/---

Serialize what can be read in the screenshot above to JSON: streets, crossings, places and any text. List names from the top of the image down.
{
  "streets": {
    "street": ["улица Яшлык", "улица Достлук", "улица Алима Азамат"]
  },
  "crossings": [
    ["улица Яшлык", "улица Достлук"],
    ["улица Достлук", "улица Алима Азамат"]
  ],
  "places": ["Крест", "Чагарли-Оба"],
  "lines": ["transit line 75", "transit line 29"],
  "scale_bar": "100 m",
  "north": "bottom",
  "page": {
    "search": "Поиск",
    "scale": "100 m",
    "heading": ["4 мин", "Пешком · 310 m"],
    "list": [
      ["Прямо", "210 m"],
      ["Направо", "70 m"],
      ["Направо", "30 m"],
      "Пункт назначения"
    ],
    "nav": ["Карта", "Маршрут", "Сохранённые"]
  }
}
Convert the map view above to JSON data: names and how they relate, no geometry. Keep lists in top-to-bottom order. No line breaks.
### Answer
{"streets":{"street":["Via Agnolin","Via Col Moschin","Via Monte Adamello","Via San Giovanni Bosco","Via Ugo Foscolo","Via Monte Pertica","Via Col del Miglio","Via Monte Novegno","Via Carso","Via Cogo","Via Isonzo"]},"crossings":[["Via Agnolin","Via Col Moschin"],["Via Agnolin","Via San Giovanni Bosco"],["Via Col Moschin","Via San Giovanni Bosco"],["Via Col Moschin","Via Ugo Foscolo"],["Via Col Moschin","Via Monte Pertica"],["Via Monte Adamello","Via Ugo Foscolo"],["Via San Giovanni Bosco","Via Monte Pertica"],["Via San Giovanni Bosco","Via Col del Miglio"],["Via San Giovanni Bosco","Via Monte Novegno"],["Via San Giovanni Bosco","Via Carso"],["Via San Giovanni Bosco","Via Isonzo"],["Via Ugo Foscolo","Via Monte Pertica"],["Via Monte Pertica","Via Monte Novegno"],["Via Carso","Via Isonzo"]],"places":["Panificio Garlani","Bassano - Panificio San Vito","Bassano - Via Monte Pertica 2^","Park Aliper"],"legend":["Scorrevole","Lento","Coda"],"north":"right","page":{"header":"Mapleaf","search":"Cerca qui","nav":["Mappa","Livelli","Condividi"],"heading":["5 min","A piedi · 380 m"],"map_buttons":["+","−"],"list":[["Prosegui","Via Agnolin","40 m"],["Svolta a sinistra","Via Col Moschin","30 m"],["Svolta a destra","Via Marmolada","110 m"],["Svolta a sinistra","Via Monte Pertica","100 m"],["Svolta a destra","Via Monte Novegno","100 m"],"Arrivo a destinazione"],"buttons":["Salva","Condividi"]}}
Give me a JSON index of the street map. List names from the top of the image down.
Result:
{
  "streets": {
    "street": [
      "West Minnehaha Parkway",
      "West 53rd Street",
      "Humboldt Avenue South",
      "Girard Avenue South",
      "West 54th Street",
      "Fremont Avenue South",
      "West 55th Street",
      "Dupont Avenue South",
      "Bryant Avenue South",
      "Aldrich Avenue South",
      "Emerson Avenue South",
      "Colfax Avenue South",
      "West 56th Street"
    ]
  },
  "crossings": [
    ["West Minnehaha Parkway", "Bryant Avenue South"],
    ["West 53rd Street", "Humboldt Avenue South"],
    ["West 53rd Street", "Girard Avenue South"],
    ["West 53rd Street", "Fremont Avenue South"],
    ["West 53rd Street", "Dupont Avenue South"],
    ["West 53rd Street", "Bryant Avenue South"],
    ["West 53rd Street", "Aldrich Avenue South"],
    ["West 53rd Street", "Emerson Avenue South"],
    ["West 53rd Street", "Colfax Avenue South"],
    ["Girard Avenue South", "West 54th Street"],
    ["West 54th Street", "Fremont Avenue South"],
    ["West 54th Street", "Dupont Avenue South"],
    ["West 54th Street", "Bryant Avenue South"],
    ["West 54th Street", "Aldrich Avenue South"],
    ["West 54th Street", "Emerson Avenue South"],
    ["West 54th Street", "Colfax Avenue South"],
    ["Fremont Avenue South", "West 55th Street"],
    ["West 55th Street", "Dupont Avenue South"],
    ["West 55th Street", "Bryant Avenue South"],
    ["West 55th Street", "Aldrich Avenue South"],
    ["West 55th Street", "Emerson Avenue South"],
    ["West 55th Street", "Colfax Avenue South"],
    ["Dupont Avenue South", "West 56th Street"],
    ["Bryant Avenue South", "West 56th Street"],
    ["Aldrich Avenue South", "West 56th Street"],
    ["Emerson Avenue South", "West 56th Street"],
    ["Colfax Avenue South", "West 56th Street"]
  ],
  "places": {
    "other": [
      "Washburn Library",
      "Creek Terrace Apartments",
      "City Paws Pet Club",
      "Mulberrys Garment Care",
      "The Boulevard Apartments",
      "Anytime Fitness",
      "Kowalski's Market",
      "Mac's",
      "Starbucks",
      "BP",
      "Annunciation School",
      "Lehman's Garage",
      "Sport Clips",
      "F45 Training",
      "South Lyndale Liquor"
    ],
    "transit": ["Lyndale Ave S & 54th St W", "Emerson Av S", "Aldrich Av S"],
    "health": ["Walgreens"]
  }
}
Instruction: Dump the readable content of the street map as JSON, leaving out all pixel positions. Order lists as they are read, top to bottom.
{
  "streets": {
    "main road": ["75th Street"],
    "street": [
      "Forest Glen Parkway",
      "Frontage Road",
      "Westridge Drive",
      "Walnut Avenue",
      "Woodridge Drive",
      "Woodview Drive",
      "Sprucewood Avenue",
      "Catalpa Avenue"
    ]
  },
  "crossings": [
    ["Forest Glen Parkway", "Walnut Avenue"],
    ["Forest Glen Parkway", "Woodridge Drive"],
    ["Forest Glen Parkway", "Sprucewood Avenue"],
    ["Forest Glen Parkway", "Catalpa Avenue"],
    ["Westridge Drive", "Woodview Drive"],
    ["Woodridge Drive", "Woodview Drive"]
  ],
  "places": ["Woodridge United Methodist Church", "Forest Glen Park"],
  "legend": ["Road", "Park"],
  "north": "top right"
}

\---

EXERCISE DIRECTIONS: Your job is to copy all the records exactly.

COMPLETED TASK:
Serialize what can be read in the screenshot above to JSON: streets, crossings, places and any text. List names from the top of the image down.
{
  "streets": {
    "street": ["улица Яшлык", "улица Достлук", "улица Алима Азамат"]
  },
  "crossings": [
    ["улица Яшлык", "улица Достлук"],
    ["улица Достлук", "улица Алима Азамат"]
  ],
  "places": ["Крест", "Чагарли-Оба"],
  "lines": ["transit line 75", "transit line 29"],
  "scale_bar": "100 m",
  "north": "bottom",
  "page": {
    "search": "Поиск",
    "scale": "100 m",
    "heading": ["4 мин", "Пешком · 310 m"],
    "list": [
      ["Прямо", "210 m"],
      ["Направо", "70 m"],
      ["Направо", "30 m"],
      "Пункт назначения"
    ],
    "nav": ["Карта", "Маршрут", "Сохранённые"]
  }
}
Convert the map view above to JSON data: names and how they relate, no geometry. Keep lists in top-to-bottom order. No line breaks.
### Answer
{"streets":{"street":["Via Agnolin","Via Col Moschin","Via Monte Adamello","Via San Giovanni Bosco","Via Ugo Foscolo","Via Monte Pertica","Via Col del Miglio","Via Monte Novegno","Via Carso","Via Cogo","Via Isonzo"]},"crossings":[["Via Agnolin","Via Col Moschin"],["Via Agnolin","Via San Giovanni Bosco"],["Via Col Moschin","Via San Giovanni Bosco"],["Via Col Moschin","Via Ugo Foscolo"],["Via Col Moschin","Via Monte Pertica"],["Via Monte Adamello","Via Ugo Foscolo"],["Via San Giovanni Bosco","Via Monte Pertica"],["Via San Giovanni Bosco","Via Col del Miglio"],["Via San Giovanni Bosco","Via Monte Novegno"],["Via San Giovanni Bosco","Via Carso"],["Via San Giovanni Bosco","Via Isonzo"],["Via Ugo Foscolo","Via Monte Pertica"],["Via Monte Pertica","Via Monte Novegno"],["Via Carso","Via Isonzo"]],"places":["Panificio Garlani","Bassano - Panificio San Vito","Bassano - Via Monte Pertica 2^","Park Aliper"],"legend":["Scorrevole","Lento","Coda"],"north":"right","page":{"header":"Mapleaf","search":"Cerca qui","nav":["Mappa","Livelli","Condividi"],"heading":["5 min","A piedi · 380 m"],"map_buttons":["+","−"],"list":[["Prosegui","Via Agnolin","40 m"],["Svolta a sinistra","Via Col Moschin","30 m"],["Svolta a destra","Via Marmolada","110 m"],["Svolta a sinistra","Via Monte Pertica","100 m"],["Svolta a destra","Via Monte Novegno","100 m"],"Arrivo a destinazione"],"buttons":["Salva","Condividi"]}}
Give me a JSON index of the street map. List names from the top of the image down.
Result:
{
  "streets": {
    "street": [
      "West Minnehaha Parkway",
      "West 53rd Street",
      "Humboldt Avenue South",
      "Girard Avenue South",
      "West 54th Street",
      "Fremont Avenue South",
      "West 55th Street",
      "Dupont Avenue South",
      "Bryant Avenue South",
      "Aldrich Avenue South",
      "Emerson Avenue South",
      "Colfax Avenue South",
      "West 56th Street"
    ]
  },
  "crossings": [
    ["West Minnehaha Parkway", "Bryant Avenue South"],
    ["West 53rd Street", "Humboldt Avenue South"],
    ["West 53rd Street", "Girard Avenue South"],
    ["West 53rd Street", "Fremont Avenue South"],
    ["West 53rd Street", "Dupont Avenue South"],
    ["West 53rd Street", "Bryant Avenue South"],
    ["West 53rd Street", "Aldrich Avenue South"],
    ["West 53rd Street", "Emerson Avenue South"],
    ["West 53rd Street", "Colfax Avenue South"],
    ["Girard Avenue South", "West 54th Street"],
    ["West 54th Street", "Fremont Avenue South"],
    ["West 54th Street", "Dupont Avenue South"],
    ["West 54th Street", "Bryant Avenue South"],
    ["West 54th Street", "Aldrich Avenue South"],
    ["West 54th Street", "Emerson Avenue South"],
    ["West 54th Street", "Colfax Avenue South"],
    ["Fremont Avenue South", "West 55th Street"],
    ["West 55th Street", "Dupont Avenue South"],
    ["West 55th Street", "Bryant Avenue South"],
    ["West 55th Street", "Aldrich Avenue South"],
    ["West 55th Street", "Emerson Avenue South"],
    ["West 55th Street", "Colfax Avenue South"],
    ["Dupont Avenue South", "West 56th Street"],
    ["Bryant Avenue South", "West 56th Street"],
    ["Aldrich Avenue South", "West 56th Street"],
    ["Emerson Avenue South", "West 56th Street"],
    ["Colfax Avenue South", "West 56th Street"]
  ],
  "places": {
    "other": [
      "Washburn Library",
      "Creek Terrace Apartments",
      "City Paws Pet Club",
      "Mulberrys Garment Care",
      "The Boulevard Apartments",
      "Anytime Fitness",
      "Kowalski's Market",
      "Mac's",
      "Starbucks",
      "BP",
      "Annunciation School",
      "Lehman's Garage",
      "Sport Clips",
      "F45 Training",
      "South Lyndale Liquor"
    ],
    "transit": ["Lyndale Ave S & 54th St W", "Emerson Av S", "Aldrich Av S"],
    "health": ["Walgreens"]
  }
}
Instruction: Dump the readable content of the street map as JSON, leaving out all pixel positions. Order lists as they are read, top to bottom.
{
  "streets": {
    "main road": ["75th Street"],
    "street": [
      "Forest Glen Parkway",
      "Frontage Road",
      "Westridge Drive",
      "Walnut Avenue",
      "Woodridge Drive",
      "Woodview Drive",
      "Sprucewood Avenue",
      "Catalpa Avenue"
    ]
  },
  "crossings": [
    ["Forest Glen Parkway", "Walnut Avenue"],
    ["Forest Glen Parkway", "Woodridge Drive"],
    ["Forest Glen Parkway", "Sprucewood Avenue"],
    ["Forest Glen Parkway", "Catalpa Avenue"],
    ["Westridge Drive", "Woodview Drive"],
    ["Woodridge Drive", "Woodview Drive"]
  ],
  "places": ["Woodridge United Methodist Church", "Forest Glen Park"],
  "legend": ["Road", "Park"],
  "north": "top right"
}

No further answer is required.